When it clicked over to 1735:00, he gave the next order: “Weps, shoot tube one.”
“Fire,” Feyley called. Down below the tube barked, the noise loud in the room.
“Tube one fired electrically, Captain.”
“Shoot tube two.”
The firing sequence continued. When Feyley launched a tube, the torpedo room crew shut the outer door, drained the tube, opened the inner door and rammed another Javelin in, connected the power and signal leads and shut the door so that when the tube’s turn came up three or four minutes later the weapon was spun up and warm and ready to fire. By 1750 the room’s Javelin missiles were gone, all of them floating silently in their watertight capsules below the surface of the bay, waiting for their timers to reach zero hour, 1900, when they would broach, open their nose cones and unleash the rocket-powered cruise missiles. By that time, Seawolf would be far down the channel, within a few hundred yards of the northern channel’s task force. Pacino ordered the ship to enter the channel and proceed east at twenty-five knots while the crew began to load Mark 38 decoys, the torpedo-sized noisemakers programmed to radiate the same noises as a Los Angeles-class submarine, able to be programmed to maneuver in set patterns or follow a channel. By 1812 the initial volley of Mark 38s had been fired and the torpedo room was set up to launch Mark 50 Hullcrusher torpedoes. When they were all gone, except the one earmarked for tube eight, the final volley of Mark 38 decoys was launched.
By 1830, less than an hour after he had started, Pacino’s torpedo room was empty, all weapons gone except tube eight’s Mark 50 and the ASW Standoff Weapon.
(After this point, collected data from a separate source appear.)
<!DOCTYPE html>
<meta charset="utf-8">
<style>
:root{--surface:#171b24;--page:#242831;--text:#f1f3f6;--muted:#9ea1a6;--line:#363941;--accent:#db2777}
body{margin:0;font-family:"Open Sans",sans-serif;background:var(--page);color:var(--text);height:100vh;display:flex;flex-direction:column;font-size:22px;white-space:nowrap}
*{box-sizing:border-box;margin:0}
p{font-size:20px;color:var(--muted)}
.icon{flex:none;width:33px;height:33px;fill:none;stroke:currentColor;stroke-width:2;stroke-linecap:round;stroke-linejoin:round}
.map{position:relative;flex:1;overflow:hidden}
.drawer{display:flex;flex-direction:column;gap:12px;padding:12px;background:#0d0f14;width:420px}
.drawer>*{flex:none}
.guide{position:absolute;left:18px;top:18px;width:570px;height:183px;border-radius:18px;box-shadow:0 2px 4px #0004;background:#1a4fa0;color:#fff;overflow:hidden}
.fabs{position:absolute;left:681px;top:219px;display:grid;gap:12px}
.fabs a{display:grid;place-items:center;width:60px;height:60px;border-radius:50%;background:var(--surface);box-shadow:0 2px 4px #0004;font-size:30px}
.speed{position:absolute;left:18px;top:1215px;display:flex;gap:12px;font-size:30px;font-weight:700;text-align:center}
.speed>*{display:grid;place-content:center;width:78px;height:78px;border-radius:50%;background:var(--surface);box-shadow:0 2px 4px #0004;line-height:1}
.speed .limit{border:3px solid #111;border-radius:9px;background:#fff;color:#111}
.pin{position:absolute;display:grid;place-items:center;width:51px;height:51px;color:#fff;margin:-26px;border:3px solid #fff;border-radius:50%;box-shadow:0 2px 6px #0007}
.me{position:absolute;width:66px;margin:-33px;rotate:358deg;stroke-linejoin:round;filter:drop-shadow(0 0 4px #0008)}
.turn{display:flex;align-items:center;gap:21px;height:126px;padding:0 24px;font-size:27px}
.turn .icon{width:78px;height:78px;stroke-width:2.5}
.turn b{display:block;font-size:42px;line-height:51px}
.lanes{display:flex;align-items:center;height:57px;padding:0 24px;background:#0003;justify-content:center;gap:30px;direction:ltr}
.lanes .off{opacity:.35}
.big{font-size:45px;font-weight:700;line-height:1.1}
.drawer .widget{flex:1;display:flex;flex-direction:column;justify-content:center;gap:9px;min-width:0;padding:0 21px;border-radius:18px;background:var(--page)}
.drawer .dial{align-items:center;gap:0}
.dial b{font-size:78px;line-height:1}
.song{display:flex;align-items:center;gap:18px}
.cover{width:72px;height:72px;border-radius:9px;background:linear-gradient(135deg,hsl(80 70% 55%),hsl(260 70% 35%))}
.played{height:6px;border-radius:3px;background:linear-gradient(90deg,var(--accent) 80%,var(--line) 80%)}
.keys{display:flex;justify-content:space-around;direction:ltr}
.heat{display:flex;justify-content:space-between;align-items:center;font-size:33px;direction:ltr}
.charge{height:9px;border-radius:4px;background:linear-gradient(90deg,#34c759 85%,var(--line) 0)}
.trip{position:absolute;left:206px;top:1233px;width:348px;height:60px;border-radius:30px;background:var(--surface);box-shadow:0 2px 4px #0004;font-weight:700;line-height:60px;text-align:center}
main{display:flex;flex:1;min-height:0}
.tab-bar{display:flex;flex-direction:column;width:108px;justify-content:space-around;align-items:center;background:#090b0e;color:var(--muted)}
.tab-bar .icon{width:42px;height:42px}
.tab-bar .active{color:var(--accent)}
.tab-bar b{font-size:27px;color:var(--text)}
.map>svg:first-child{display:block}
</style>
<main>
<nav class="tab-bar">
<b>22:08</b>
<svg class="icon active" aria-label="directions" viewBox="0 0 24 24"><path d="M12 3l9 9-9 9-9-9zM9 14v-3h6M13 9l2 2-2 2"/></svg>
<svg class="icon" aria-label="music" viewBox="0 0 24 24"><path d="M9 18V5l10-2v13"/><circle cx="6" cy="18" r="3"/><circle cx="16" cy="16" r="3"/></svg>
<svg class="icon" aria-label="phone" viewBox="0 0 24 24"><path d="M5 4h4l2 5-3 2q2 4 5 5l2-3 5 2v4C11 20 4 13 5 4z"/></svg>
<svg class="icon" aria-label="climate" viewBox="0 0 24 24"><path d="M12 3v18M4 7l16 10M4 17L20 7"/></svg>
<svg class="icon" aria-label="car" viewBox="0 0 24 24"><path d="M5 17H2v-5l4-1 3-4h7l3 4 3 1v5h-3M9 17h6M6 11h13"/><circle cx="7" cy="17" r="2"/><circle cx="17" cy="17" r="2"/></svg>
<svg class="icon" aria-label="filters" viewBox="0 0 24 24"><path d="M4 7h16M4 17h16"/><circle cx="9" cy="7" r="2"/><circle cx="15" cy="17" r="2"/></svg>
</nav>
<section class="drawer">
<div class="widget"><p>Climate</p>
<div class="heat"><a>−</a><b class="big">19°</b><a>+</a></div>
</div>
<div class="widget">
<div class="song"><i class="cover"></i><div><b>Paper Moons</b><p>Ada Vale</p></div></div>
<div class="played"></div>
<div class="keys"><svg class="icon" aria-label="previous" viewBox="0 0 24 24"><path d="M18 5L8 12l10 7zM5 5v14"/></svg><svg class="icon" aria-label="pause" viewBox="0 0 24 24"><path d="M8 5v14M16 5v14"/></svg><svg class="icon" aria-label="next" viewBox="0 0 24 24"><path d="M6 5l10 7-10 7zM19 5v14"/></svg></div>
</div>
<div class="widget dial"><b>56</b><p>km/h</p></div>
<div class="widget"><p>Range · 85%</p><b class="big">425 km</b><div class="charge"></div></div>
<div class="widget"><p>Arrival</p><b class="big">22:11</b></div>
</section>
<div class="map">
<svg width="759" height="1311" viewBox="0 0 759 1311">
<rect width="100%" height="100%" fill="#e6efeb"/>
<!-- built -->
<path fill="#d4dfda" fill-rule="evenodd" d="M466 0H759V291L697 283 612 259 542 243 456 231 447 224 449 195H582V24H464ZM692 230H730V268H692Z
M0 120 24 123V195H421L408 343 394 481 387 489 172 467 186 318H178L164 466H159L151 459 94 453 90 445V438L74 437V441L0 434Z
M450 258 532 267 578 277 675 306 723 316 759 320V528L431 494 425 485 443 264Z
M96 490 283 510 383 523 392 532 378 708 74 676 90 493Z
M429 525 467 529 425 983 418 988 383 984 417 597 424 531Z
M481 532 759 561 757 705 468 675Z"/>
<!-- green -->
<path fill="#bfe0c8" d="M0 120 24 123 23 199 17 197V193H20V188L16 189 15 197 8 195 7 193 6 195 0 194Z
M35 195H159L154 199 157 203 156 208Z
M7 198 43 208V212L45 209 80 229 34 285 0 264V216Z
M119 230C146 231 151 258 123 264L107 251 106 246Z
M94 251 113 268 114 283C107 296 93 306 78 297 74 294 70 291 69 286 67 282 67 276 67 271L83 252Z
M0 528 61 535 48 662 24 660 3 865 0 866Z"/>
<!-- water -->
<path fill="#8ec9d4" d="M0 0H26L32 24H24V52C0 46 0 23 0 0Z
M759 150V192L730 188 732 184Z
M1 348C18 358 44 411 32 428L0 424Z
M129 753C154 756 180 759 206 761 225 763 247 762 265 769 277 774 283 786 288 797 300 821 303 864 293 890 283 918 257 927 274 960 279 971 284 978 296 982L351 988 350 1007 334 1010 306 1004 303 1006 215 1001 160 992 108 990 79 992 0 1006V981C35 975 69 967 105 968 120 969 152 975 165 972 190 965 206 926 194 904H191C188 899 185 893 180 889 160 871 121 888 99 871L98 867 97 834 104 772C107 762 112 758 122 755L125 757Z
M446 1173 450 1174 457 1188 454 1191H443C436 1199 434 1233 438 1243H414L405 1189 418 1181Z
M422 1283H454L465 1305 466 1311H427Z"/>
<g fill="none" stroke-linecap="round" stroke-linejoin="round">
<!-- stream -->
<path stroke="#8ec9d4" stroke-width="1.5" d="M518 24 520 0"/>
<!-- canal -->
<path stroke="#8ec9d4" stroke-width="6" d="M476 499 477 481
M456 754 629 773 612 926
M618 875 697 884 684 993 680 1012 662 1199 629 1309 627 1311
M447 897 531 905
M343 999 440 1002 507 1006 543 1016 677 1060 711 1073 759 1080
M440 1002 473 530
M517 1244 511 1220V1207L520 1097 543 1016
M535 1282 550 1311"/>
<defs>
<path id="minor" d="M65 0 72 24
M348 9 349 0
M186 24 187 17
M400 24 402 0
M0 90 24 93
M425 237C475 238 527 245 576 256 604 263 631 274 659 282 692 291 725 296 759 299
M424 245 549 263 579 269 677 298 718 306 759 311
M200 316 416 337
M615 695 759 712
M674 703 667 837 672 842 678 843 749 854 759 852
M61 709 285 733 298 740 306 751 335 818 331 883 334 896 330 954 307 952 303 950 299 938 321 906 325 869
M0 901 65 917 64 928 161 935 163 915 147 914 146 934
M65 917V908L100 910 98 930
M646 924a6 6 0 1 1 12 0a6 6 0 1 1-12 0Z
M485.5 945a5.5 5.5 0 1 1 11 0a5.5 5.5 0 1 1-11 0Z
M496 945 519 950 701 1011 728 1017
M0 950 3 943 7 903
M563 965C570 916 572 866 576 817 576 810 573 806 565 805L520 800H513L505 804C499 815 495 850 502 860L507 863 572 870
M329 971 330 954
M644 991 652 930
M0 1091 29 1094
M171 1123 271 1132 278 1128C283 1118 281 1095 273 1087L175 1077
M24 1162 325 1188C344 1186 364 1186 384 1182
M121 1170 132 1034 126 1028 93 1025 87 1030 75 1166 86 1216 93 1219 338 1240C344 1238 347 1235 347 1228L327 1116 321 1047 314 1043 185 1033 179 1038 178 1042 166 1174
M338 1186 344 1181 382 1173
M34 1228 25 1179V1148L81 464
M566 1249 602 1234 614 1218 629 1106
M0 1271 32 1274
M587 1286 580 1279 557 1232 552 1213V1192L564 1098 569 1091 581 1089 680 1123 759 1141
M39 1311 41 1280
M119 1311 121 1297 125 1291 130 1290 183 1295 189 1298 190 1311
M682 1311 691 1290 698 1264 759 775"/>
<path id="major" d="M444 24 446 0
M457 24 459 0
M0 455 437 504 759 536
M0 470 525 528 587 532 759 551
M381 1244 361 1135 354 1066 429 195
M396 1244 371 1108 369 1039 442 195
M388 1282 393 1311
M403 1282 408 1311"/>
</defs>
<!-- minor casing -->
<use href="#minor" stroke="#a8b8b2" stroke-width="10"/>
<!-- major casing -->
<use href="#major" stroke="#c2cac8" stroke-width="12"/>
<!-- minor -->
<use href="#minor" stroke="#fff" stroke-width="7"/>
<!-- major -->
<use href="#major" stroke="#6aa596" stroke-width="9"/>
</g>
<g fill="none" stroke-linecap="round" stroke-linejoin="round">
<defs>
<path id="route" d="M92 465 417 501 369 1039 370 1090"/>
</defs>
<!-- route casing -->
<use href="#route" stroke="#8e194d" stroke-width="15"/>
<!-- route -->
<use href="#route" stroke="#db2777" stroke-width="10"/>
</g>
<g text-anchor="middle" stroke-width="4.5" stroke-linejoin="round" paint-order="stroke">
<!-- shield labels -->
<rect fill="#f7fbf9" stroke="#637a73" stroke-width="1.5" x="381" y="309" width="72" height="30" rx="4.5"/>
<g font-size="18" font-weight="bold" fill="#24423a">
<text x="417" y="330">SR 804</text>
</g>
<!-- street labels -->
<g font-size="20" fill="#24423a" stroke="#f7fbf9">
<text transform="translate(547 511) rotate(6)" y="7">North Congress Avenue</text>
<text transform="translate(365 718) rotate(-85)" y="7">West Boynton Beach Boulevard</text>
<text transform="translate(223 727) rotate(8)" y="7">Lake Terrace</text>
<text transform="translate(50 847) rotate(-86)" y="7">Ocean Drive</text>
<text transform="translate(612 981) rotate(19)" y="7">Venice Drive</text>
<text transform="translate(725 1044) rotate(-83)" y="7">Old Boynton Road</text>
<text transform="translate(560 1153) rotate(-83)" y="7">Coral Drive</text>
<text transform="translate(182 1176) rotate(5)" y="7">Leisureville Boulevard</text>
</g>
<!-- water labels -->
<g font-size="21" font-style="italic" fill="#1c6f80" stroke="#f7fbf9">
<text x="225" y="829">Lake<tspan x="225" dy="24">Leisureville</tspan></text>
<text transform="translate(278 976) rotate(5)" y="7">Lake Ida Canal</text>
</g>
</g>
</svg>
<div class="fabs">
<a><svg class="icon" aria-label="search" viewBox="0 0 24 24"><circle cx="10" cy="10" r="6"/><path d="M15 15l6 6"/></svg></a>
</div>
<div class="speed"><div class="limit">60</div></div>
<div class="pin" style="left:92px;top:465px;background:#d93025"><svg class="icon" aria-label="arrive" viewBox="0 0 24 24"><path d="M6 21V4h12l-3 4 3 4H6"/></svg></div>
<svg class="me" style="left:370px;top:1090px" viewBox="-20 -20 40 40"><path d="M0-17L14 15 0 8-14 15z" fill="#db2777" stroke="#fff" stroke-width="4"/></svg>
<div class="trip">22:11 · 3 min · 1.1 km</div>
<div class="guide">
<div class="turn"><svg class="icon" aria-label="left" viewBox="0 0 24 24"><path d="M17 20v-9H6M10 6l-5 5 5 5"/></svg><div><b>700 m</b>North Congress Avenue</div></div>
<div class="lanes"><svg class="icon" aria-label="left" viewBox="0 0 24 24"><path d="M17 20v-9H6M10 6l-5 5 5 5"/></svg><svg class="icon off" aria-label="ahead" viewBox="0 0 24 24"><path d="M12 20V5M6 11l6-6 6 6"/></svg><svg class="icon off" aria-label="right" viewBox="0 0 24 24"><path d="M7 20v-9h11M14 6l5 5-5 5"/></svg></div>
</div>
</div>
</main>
Pacino took a deep breath and leaned against a railing of the periscope stand, his ears aching from the forty-three tube launches. He checked the chart. Seawolf was twelve miles into the channel, the boundaries of the restricted water narrowing on either side. The throat of the channel was another thirteen miles ahead. Somewhere further down the channel, eleven Mark 50 torpedoes, twelve Mark 38 decoys and the Tampa were making their way east. To the south, there were eight decoys and two torpedoes heading for the entrance to the southern passage at Miaodao, designed to confuse the southwest surface task force.
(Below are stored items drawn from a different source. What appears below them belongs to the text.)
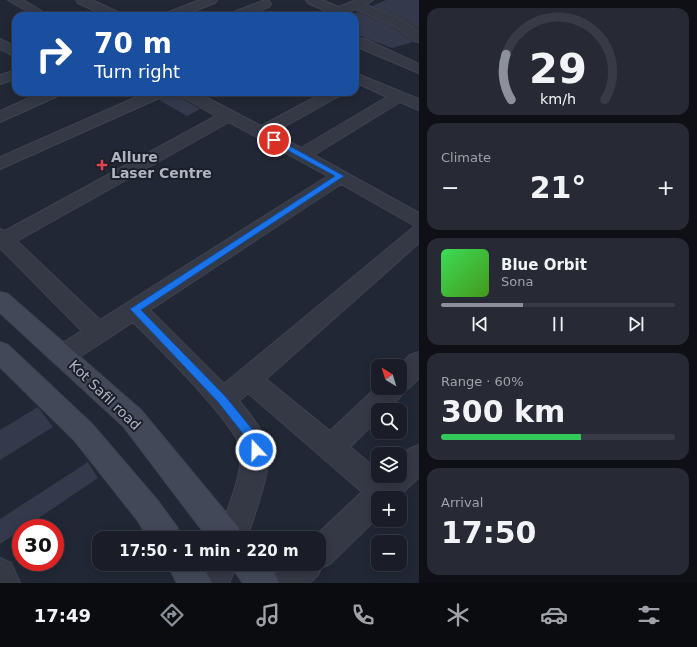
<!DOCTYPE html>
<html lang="en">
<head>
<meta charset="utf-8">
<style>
  :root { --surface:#1a1d28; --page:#272a34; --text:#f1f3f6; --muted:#9fa2a8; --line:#383b45; --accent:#8c9099 }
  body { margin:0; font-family:"DejaVu Sans",sans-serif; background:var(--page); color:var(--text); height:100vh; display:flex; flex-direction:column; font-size:15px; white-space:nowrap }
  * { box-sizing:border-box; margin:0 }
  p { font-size:13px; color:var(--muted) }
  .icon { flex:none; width:22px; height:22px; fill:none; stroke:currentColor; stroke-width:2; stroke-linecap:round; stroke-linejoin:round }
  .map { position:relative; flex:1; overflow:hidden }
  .panel { display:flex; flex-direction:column; gap:8px; padding:8px; background:#0e1016; width:278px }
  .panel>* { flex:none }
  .top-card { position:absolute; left:12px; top:12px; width:347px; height:84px; border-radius:12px; box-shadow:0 2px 10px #0003,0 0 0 1px var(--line); background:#1a4fa0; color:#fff; overflow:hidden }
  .needle { width:26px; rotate:322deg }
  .controls { position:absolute; left:371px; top:359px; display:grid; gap:8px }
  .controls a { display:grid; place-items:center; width:36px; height:36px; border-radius:8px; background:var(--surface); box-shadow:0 2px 10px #0003,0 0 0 1px var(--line); font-size:20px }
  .speed { position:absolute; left:12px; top:519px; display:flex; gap:8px; font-size:20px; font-weight:700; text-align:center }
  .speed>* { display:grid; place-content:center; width:52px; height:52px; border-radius:50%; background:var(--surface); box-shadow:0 2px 10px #0003,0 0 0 1px var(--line); line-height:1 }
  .speed .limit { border:6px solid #d22; background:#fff; color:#111 }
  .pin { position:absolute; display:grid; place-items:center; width:34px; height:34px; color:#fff; margin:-17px; border:2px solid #fff; border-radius:50%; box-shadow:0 1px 4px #0007 }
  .me { position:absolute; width:44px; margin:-22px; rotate:339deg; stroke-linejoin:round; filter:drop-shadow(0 0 3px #0008) }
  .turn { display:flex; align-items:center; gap:14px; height:84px; padding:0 16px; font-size:18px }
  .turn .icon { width:52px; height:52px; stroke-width:2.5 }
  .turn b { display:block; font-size:28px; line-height:34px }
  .big { font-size:30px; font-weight:700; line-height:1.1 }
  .panel .card { flex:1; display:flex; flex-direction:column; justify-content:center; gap:6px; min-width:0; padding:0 14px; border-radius:12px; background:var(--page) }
  .panel .dial { align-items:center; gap:0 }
  .dial svg { height:104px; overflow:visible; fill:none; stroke:var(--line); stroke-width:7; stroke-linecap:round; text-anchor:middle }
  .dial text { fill:var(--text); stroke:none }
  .song { display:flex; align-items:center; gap:12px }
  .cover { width:48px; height:48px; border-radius:6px; background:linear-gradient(135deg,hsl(130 70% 55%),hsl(100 70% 35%)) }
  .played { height:4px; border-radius:2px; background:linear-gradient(90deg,var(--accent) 35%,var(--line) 35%) }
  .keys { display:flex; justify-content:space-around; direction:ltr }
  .heat { display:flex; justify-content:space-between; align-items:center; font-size:22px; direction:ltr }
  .charge { height:6px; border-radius:3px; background:linear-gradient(90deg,#34c759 60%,var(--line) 0) }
  .trip { position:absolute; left:92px; top:531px; width:234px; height:40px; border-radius:12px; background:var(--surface); box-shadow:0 2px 10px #0003,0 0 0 1px var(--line); font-weight:700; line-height:40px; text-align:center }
  .dock { display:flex; height:64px; justify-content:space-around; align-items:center; background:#0a0c10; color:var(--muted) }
  .dock .icon { width:28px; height:28px }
  .dock .on { color:var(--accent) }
  .dock b { font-size:18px; color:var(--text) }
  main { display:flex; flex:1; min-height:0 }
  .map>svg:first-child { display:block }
  .building { fill:#343a4c }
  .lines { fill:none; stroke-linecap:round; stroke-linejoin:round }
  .minor-casing { stroke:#3e434f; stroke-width:2 }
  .secondary-casing { stroke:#3e434f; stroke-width:2 }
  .minor { fill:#353946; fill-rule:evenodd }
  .secondary { fill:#434858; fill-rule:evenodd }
  .route { fill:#1a73e8; stroke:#114b97 }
  .health-dot { fill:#e0444e; stroke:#1b1f2a; stroke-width:1.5 }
  .labels { text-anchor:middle; stroke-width:4; stroke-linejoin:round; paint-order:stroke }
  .poi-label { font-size:14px; font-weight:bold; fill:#afb4c2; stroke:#1b1f2a; text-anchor:start }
  .street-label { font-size:14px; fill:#afb4c2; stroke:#1b1f2a }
</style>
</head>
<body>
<main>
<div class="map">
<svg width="419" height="583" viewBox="0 0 419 583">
  <rect width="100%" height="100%" fill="#222735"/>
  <!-- building -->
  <path class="building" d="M 386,0 L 419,0 L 419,30 L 405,19 L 372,6 Z
    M 358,12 L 393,27 L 413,42 L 392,48 L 355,34 L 355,13 Z
    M 170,92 L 174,92 L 178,96 L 200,109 L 187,116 L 159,100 L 167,96 Z
    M 38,407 L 53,427 L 0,460 L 0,430 Z
    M 88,462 L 98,478 L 24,528 L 21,528 L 21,530 L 0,544 L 0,519 Z"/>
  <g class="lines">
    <defs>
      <path id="minor" d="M 8,0 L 23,0 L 50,16 L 35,16 Z
        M 76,0 L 92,0 L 120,13 L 122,16 L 106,16 L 78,3 Z
        M 200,0 L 217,0 L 215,3 L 181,16 L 164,16 L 166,13 Z
        M 265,0 L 269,1 L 271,4 L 269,7 L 246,16 L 229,16 L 231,13 Z
        M 306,0 L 322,0 L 339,7 L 356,0 L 373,0 L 366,5 L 404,20 L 419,32 L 419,42 L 414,41 L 394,26 L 355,9 L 339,16 L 322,16 L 328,12 L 308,3 Z
        M 355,38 L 365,39 L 419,64 L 419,73 L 355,46 Z
        M 0,39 L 16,47 L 16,57 L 0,49 Z
        M 16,70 L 16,79 L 0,84 L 0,75 Z
        M 355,73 L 419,99 L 419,110 L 400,102 L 314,155 L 419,213 L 419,243 L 266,379 L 330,431 L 378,386 L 378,388 L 400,388 L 399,366 L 410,355 L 419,352 L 419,378 L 409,388 L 405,390 L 402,395 L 387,410 L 378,410 L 378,419 L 350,447 L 378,470 L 378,476 L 400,476 L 400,458 L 409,449 L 419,445 L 419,477 L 397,498 L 378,498 L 378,517 L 330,564 L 321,568 L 318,575 L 310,583 L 271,583 L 276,572 L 284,564 L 319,564 L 319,538 L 313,538 L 362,492 L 248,393 L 239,401 C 251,415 263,430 268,448 C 273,466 253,518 247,538 L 217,538 C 225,515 243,475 241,451 C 240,427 153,342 133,322 L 72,362 L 63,365 L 54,362 L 51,355 L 54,348 L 82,331 L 0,248 L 0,229 L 5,231 L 216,116 L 179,95 L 176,92 L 196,92 L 261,126 L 325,92 L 344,92 L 341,95 L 273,133 L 301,148 L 387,97 L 355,82 ZM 229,122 L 328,176 L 100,320 L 17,241 ZM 341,184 L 415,226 L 224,384 L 150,310 Z
        M 42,92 L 63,92 L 60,95 L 0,122 L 0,111 Z
        M 148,92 L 169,92 L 166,95 L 0,169 L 0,157 Z
        M 0,558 L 11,563 L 20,583 L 0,583 Z
        M 206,564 L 238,564 L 229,583 L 197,583 Z"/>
      <path id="secondary" d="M 0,292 L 8,294 L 141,410 L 238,527 L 242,538 L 208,538 L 123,426 L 0,313 Z
        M 0,342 L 8,345 L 92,424 L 158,501 L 177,527 L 181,538 L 148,538 L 138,521 L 74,440 L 0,367 Z
        M 167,564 L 202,564 L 212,583 L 177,583 Z
        M 232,564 L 268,564 L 274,572 L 279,583 L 243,583 L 237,575 Z"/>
    </defs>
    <!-- minor casing -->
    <use href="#minor" class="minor-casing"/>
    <!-- secondary casing -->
    <use href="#secondary" class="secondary-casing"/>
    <!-- minor -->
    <use href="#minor" class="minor"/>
    <!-- secondary -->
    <use href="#secondary" class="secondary"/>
  </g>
  <!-- route -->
  <path class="route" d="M 272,139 L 277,139 L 344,176 L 141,310 L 225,396 L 257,435 L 261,450 L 260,454 L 256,455 L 252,454 L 248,440 L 218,402 L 130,309 L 335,176 L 272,142 Z"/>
  <!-- markers -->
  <path class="health-dot" d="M100 159h4v4h4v4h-4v4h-4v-4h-4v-4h4z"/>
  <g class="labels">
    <!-- poi labels -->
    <g class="poi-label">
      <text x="111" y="162">Allure<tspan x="111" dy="16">Laser Centre</tspan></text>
    </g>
    <!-- street labels -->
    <g class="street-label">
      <text transform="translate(105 395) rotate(44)" y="5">Kot Safil road</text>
    </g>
  </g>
</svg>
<div class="controls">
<a><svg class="needle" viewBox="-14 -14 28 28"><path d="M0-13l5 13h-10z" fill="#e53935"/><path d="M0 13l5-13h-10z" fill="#9fa2a8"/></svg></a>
<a><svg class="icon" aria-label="search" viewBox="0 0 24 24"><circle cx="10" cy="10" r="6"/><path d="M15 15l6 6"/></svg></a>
<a><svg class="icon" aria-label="layers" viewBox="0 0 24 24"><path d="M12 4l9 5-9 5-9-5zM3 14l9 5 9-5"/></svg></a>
<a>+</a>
<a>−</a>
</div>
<div class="speed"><div class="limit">30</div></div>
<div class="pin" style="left:274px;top:140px;background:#d93025"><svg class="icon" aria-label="arrive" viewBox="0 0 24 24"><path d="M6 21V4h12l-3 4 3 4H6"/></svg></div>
<svg class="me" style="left:256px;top:450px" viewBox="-20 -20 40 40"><circle r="17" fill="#1a73e8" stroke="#fff" stroke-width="3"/><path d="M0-11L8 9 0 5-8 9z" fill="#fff"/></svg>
<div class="trip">17:50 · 1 min · 220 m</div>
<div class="top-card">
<div class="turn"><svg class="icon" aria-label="right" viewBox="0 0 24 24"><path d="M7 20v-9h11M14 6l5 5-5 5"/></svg><div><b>70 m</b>Turn right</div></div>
</div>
</div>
<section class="panel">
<div class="card dial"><svg viewBox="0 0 100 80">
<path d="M14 69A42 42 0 1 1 86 69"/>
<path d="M14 69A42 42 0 0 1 10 34" stroke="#8c9099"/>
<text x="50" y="56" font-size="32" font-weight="700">29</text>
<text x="50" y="72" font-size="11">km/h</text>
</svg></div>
<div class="card"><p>Climate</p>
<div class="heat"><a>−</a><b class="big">21°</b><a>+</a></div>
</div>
<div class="card">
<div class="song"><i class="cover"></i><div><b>Blue Orbit</b><p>Sona</p></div></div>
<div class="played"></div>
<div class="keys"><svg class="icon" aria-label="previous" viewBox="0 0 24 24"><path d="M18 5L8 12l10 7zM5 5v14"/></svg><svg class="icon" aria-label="pause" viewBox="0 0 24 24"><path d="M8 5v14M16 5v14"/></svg><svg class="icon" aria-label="next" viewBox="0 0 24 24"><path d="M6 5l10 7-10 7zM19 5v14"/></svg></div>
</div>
<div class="card"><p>Range · 60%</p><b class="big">300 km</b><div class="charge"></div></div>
<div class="card"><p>Arrival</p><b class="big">17:50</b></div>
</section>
</main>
<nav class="dock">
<b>17:49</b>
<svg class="icon on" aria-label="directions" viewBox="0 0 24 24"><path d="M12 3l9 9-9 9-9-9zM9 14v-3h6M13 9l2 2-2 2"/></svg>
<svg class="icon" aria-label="music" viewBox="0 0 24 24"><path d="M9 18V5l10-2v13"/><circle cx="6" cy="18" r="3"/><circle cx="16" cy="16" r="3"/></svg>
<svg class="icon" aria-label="phone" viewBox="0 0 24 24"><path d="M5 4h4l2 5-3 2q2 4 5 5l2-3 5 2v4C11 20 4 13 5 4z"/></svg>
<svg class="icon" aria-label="climate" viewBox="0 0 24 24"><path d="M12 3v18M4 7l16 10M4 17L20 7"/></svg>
<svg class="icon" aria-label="car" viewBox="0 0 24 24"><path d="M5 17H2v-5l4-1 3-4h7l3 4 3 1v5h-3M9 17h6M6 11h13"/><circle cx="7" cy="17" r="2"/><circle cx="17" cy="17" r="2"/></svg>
<svg class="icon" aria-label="filters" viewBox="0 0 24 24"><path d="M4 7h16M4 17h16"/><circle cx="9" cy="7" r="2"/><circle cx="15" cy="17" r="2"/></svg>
</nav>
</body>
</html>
Pacino couldn’t help wondering what was going on inside the Tampa. At least he had, more or less, control of his destiny. Those guys were passengers, along for the ride. Pacino looked at Jeff Joseph’s Pos Two display at the circle marking Friendly One, now ahead of them by six miles to the east. Pacino plotted a dot on the chart, the position of the Tampa, then stared at the dot, as if by looking at a mark of pencil on the paper on the chart table he could project his mind into the hull of Murphy’s submarine.
At 1851 the first decoy’s acoustic emissions alerted the surface force at the channel midpoint that the intruder submarine was inbound. From that moment on, Pacino had no more time to think about the Tampa or even about Sean Murphy.
Lieutenant Bartholomay looked up from the chart table in the control room, hoping to see in Lieutenant Commander Vaughn’s face that what showed on the chart was not real.
“Eng, what are you doing here?” Bart asked, his finger pointing to the chart.
“I’m driving down the channel,” Vaughn said, leaning on the periscope pole.
“But you’re driving straight for the surface ships. Can’t they detect you? Won’t they depth-charge us or something?”
“Come and look at this.”
Bart joined Vaughn in front of the Pos One console.
Set into the overhead was the sonar display console, the broadband waterfall display selected off the sonar spherical array in the nose cone.